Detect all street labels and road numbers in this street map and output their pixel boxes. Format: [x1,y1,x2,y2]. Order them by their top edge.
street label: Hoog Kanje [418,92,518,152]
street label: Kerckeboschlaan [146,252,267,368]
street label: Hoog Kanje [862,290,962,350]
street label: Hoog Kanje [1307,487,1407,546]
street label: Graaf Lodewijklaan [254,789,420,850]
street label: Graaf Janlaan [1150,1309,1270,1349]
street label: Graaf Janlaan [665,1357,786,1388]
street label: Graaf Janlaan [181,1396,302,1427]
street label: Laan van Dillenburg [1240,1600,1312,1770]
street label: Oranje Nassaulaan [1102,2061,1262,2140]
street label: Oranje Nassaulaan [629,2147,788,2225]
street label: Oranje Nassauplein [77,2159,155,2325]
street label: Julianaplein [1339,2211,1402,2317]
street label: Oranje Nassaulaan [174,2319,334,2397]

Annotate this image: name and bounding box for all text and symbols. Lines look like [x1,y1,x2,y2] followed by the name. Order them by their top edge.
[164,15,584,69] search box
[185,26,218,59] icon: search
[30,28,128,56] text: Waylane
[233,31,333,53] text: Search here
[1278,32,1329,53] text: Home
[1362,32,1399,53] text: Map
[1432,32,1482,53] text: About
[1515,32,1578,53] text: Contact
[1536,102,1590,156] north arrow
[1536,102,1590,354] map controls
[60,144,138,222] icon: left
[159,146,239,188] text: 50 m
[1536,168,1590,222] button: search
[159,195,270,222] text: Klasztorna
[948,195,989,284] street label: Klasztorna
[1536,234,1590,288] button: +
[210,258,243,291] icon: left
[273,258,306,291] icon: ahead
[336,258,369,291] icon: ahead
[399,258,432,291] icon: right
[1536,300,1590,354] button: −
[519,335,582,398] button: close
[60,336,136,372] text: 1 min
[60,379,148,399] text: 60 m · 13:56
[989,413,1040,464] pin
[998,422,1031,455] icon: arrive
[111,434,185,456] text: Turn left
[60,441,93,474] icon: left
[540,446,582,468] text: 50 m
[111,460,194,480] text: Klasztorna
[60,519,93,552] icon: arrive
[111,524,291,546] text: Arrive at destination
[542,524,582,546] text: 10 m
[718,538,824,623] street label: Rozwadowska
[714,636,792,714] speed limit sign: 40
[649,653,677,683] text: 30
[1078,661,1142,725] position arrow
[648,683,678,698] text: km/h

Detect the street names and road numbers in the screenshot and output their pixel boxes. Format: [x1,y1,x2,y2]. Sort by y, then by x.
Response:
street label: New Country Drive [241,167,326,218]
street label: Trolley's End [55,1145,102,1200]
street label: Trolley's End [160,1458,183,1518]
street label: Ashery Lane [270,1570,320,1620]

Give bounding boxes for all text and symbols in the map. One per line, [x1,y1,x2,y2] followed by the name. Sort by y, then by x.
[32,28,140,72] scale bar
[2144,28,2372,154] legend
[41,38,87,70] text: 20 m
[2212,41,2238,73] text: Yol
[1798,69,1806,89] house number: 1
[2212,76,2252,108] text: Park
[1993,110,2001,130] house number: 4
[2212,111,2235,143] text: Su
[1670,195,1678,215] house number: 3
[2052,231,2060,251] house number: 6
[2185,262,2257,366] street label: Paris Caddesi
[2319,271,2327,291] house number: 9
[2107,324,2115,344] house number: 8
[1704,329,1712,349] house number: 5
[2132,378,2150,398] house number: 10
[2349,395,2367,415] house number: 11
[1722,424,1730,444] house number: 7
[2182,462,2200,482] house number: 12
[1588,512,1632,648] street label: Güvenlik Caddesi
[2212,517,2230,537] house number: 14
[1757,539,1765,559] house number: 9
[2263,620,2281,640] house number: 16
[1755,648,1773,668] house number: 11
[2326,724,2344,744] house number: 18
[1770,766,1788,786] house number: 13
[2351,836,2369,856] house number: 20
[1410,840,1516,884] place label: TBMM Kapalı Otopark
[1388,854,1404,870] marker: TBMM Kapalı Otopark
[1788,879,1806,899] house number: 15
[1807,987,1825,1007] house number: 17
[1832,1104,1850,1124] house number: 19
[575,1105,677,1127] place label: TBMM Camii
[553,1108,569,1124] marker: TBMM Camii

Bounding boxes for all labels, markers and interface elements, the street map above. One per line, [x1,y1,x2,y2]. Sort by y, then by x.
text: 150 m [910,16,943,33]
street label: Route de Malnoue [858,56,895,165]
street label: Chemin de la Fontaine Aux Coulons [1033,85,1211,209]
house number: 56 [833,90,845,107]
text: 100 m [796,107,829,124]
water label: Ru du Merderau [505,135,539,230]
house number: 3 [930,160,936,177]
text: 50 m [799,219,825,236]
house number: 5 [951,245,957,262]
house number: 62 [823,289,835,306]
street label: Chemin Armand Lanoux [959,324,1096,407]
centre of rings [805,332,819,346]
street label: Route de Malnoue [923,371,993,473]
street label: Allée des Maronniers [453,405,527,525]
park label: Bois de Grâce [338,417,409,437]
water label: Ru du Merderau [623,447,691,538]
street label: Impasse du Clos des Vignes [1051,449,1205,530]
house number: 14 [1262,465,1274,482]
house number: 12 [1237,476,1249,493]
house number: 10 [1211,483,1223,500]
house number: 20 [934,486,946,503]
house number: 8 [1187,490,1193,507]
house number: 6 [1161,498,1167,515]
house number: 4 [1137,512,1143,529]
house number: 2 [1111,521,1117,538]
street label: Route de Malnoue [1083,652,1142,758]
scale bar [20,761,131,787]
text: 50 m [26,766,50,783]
+===+
The data above is to be returned exactly, with nothing altered.

> _Your response_
Detect all street labels and road numbers in this street map and output their pixel boxes. Format: [x1,y1,x2,y2]. Order them by their top edge.
street label: Hoog Kanje [418,92,518,152]
street label: Kerckeboschlaan [146,252,267,368]
street label: Hoog Kanje [862,290,962,350]
street label: Hoog Kanje [1307,487,1407,546]
street label: Graaf Lodewijklaan [254,789,420,850]
street label: Graaf Janlaan [1150,1309,1270,1349]
street label: Graaf Janlaan [665,1357,786,1388]
street label: Graaf Janlaan [181,1396,302,1427]
street label: Laan van Dillenburg [1240,1600,1312,1770]
street label: Oranje Nassaulaan [1102,2061,1262,2140]
street label: Oranje Nassaulaan [629,2147,788,2225]
street label: Oranje Nassauplein [77,2159,155,2325]
street label: Julianaplein [1339,2211,1402,2317]
street label: Oranje Nassaulaan [174,2319,334,2397]

Annotate this image: name and bounding box for all text and symbols. Lines look like [x1,y1,x2,y2] followed by the name. Order them by their top edge.
[164,15,584,69] search box
[185,26,218,59] icon: search
[30,28,128,56] text: Waylane
[233,31,333,53] text: Search here
[1278,32,1329,53] text: Home
[1362,32,1399,53] text: Map
[1432,32,1482,53] text: About
[1515,32,1578,53] text: Contact
[1536,102,1590,156] north arrow
[1536,102,1590,354] map controls
[60,144,138,222] icon: left
[159,146,239,188] text: 50 m
[1536,168,1590,222] button: search
[159,195,270,222] text: Klasztorna
[948,195,989,284] street label: Klasztorna
[1536,234,1590,288] button: +
[210,258,243,291] icon: left
[273,258,306,291] icon: ahead
[336,258,369,291] icon: ahead
[399,258,432,291] icon: right
[1536,300,1590,354] button: −
[519,335,582,398] button: close
[60,336,136,372] text: 1 min
[60,379,148,399] text: 60 m · 13:56
[989,413,1040,464] pin
[998,422,1031,455] icon: arrive
[111,434,185,456] text: Turn left
[60,441,93,474] icon: left
[540,446,582,468] text: 50 m
[111,460,194,480] text: Klasztorna
[60,519,93,552] icon: arrive
[111,524,291,546] text: Arrive at destination
[542,524,582,546] text: 10 m
[718,538,824,623] street label: Rozwadowska
[714,636,792,714] speed limit sign: 40
[649,653,677,683] text: 30
[1078,661,1142,725] position arrow
[648,683,678,698] text: km/h

Detect the street names and road numbers in the screenshot and output their pixel boxes. Format: [x1,y1,x2,y2]. Sort by y, then by x.
Response:
street label: New Country Drive [241,167,326,218]
street label: Trolley's End [55,1145,102,1200]
street label: Trolley's End [160,1458,183,1518]
street label: Ashery Lane [270,1570,320,1620]

Give bounding boxes for all text and symbols in the map. One per line, [x1,y1,x2,y2] followed by the name. Sort by y, then by x.
[32,28,140,72] scale bar
[2144,28,2372,154] legend
[41,38,87,70] text: 20 m
[2212,41,2238,73] text: Yol
[1798,69,1806,89] house number: 1
[2212,76,2252,108] text: Park
[1993,110,2001,130] house number: 4
[2212,111,2235,143] text: Su
[1670,195,1678,215] house number: 3
[2052,231,2060,251] house number: 6
[2185,262,2257,366] street label: Paris Caddesi
[2319,271,2327,291] house number: 9
[2107,324,2115,344] house number: 8
[1704,329,1712,349] house number: 5
[2132,378,2150,398] house number: 10
[2349,395,2367,415] house number: 11
[1722,424,1730,444] house number: 7
[2182,462,2200,482] house number: 12
[1588,512,1632,648] street label: Güvenlik Caddesi
[2212,517,2230,537] house number: 14
[1757,539,1765,559] house number: 9
[2263,620,2281,640] house number: 16
[1755,648,1773,668] house number: 11
[2326,724,2344,744] house number: 18
[1770,766,1788,786] house number: 13
[2351,836,2369,856] house number: 20
[1410,840,1516,884] place label: TBMM Kapalı Otopark
[1388,854,1404,870] marker: TBMM Kapalı Otopark
[1788,879,1806,899] house number: 15
[1807,987,1825,1007] house number: 17
[1832,1104,1850,1124] house number: 19
[575,1105,677,1127] place label: TBMM Camii
[553,1108,569,1124] marker: TBMM Camii

Bounding boxes for all labels, markers and interface elements, the street map above. One per line, [x1,y1,x2,y2]. Sort by y, then by x.
text: 150 m [910,16,943,33]
street label: Route de Malnoue [858,56,895,165]
street label: Chemin de la Fontaine Aux Coulons [1033,85,1211,209]
house number: 56 [833,90,845,107]
text: 100 m [796,107,829,124]
water label: Ru du Merderau [505,135,539,230]
house number: 3 [930,160,936,177]
text: 50 m [799,219,825,236]
house number: 5 [951,245,957,262]
house number: 62 [823,289,835,306]
street label: Chemin Armand Lanoux [959,324,1096,407]
centre of rings [805,332,819,346]
street label: Route de Malnoue [923,371,993,473]
street label: Allée des Maronniers [453,405,527,525]
park label: Bois de Grâce [338,417,409,437]
water label: Ru du Merderau [623,447,691,538]
street label: Impasse du Clos des Vignes [1051,449,1205,530]
house number: 14 [1262,465,1274,482]
house number: 12 [1237,476,1249,493]
house number: 10 [1211,483,1223,500]
house number: 20 [934,486,946,503]
house number: 8 [1187,490,1193,507]
house number: 6 [1161,498,1167,515]
house number: 4 [1137,512,1143,529]
house number: 2 [1111,521,1117,538]
street label: Route de Malnoue [1083,652,1142,758]
scale bar [20,761,131,787]
text: 50 m [26,766,50,783]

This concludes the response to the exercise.